= Records shown =

.....

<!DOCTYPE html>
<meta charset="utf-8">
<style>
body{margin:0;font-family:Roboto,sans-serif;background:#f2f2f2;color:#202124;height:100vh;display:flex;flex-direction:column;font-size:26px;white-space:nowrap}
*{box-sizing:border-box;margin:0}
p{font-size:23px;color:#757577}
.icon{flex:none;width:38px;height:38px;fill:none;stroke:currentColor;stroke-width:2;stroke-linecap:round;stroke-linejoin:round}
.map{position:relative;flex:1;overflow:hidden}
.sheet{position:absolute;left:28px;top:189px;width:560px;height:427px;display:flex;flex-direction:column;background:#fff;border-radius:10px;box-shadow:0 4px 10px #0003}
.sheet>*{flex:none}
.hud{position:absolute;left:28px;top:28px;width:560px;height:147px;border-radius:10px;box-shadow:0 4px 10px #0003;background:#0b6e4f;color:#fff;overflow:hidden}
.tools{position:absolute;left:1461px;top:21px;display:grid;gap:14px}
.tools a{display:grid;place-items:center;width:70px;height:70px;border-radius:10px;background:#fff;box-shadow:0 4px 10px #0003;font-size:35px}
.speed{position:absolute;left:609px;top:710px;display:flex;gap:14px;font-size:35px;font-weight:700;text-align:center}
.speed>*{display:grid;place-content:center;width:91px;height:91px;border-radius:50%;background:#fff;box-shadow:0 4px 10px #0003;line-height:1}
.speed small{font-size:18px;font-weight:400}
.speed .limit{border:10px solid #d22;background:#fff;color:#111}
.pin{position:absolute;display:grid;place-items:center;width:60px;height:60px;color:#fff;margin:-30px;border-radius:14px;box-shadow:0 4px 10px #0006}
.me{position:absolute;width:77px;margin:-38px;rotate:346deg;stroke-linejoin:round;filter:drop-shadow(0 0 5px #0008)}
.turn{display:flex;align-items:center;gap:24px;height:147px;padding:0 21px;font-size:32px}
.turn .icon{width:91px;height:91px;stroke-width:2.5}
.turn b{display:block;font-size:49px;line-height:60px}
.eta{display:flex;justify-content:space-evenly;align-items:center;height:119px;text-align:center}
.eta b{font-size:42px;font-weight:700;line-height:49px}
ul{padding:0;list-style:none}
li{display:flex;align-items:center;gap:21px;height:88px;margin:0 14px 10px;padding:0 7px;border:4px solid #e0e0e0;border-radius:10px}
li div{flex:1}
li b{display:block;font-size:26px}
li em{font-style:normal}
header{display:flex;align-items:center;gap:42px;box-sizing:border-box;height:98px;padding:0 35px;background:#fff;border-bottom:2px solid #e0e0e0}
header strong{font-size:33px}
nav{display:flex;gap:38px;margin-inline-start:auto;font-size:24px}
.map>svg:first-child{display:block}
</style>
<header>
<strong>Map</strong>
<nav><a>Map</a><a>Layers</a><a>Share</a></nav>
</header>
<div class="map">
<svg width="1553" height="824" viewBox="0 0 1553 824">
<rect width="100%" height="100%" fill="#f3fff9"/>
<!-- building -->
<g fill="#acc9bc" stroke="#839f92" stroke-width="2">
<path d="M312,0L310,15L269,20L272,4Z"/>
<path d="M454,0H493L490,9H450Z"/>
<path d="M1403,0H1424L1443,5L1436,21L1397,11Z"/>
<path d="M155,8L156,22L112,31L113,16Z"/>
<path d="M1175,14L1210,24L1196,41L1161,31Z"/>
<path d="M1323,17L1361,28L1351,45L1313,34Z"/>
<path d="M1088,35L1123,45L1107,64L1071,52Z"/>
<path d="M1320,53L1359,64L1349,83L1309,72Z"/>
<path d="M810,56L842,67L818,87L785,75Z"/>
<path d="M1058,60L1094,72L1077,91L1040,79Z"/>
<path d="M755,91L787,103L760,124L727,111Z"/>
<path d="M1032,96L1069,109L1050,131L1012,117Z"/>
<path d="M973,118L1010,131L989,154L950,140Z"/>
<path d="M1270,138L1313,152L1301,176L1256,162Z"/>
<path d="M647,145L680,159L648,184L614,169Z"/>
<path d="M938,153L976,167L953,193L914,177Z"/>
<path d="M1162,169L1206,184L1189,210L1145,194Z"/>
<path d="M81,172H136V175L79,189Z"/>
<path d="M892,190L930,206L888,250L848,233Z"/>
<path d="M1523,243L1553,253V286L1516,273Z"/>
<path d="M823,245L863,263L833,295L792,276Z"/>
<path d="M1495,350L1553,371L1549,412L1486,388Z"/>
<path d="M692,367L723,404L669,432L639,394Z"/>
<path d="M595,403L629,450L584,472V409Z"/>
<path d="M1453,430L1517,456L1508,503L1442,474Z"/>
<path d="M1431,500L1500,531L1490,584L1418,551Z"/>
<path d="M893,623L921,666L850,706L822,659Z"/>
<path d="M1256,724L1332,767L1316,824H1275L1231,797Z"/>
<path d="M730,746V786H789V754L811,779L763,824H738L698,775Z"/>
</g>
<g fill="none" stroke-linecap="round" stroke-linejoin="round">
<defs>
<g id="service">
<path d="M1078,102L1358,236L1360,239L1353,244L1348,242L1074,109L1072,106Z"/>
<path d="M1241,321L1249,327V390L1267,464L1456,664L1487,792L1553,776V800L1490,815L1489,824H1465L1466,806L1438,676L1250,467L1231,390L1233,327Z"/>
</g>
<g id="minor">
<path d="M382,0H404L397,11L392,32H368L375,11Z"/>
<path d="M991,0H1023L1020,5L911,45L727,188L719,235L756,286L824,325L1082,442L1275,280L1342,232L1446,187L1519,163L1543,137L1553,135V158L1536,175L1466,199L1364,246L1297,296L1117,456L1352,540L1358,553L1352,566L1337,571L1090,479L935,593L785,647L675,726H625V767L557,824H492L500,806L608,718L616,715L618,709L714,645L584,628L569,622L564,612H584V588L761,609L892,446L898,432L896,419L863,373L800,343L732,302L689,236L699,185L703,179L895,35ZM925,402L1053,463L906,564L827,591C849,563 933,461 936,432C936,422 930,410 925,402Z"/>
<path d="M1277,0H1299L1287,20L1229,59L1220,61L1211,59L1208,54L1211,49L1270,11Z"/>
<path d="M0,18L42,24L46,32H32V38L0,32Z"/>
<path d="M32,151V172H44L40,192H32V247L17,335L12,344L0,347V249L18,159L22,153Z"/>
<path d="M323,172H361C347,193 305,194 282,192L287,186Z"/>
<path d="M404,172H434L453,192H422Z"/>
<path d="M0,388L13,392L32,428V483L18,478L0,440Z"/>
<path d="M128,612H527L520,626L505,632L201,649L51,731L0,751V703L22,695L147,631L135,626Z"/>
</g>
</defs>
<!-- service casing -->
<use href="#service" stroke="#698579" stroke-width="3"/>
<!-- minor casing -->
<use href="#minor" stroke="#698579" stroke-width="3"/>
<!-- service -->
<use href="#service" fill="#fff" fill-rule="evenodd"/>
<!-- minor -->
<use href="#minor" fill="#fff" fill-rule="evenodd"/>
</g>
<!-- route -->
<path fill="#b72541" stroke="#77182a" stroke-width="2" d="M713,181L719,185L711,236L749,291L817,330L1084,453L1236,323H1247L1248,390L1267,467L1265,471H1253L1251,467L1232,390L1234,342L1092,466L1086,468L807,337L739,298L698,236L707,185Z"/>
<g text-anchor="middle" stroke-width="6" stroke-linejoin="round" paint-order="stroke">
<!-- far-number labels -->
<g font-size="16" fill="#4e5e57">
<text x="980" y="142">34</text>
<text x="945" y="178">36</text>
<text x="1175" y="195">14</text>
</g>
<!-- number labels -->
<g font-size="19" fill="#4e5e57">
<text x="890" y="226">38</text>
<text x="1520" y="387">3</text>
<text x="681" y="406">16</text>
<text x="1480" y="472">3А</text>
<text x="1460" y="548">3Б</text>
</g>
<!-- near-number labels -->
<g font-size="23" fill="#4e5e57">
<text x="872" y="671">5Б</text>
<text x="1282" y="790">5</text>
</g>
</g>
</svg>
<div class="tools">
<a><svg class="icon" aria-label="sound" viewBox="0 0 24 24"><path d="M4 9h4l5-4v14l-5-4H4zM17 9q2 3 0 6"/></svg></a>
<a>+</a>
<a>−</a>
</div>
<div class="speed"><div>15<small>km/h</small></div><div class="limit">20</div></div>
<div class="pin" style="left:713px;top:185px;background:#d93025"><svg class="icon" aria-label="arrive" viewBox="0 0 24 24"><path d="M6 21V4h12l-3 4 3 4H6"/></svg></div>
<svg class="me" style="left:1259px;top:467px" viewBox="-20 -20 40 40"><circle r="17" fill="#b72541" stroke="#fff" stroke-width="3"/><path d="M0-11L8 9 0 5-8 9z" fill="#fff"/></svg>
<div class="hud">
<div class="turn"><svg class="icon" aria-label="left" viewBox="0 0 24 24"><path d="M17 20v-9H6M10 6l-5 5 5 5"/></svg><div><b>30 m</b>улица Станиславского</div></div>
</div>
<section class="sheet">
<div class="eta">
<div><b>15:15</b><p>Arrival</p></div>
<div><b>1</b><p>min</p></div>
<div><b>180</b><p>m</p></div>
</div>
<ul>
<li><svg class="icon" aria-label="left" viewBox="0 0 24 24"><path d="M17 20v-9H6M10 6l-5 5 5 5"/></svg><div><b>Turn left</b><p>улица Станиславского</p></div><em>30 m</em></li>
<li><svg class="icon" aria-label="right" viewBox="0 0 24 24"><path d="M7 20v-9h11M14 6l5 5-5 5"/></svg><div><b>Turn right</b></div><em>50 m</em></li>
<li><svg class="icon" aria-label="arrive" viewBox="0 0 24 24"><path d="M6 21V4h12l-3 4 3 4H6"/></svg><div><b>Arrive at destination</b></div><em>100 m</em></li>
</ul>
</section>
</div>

.....

= Exercise objective =
Look through the entries above and report each line where the string "content" occurs.

= Solution to the exercise =
.speed>*{display:grid;place-content:center;width:91px;height:91px;border-radius:50%;background:#fff;box-shadow:0 4px 10px #0003;line-height:1}
.eta{display:flex;justify-content:space-evenly;align-items:center;height:119px;text-align:center}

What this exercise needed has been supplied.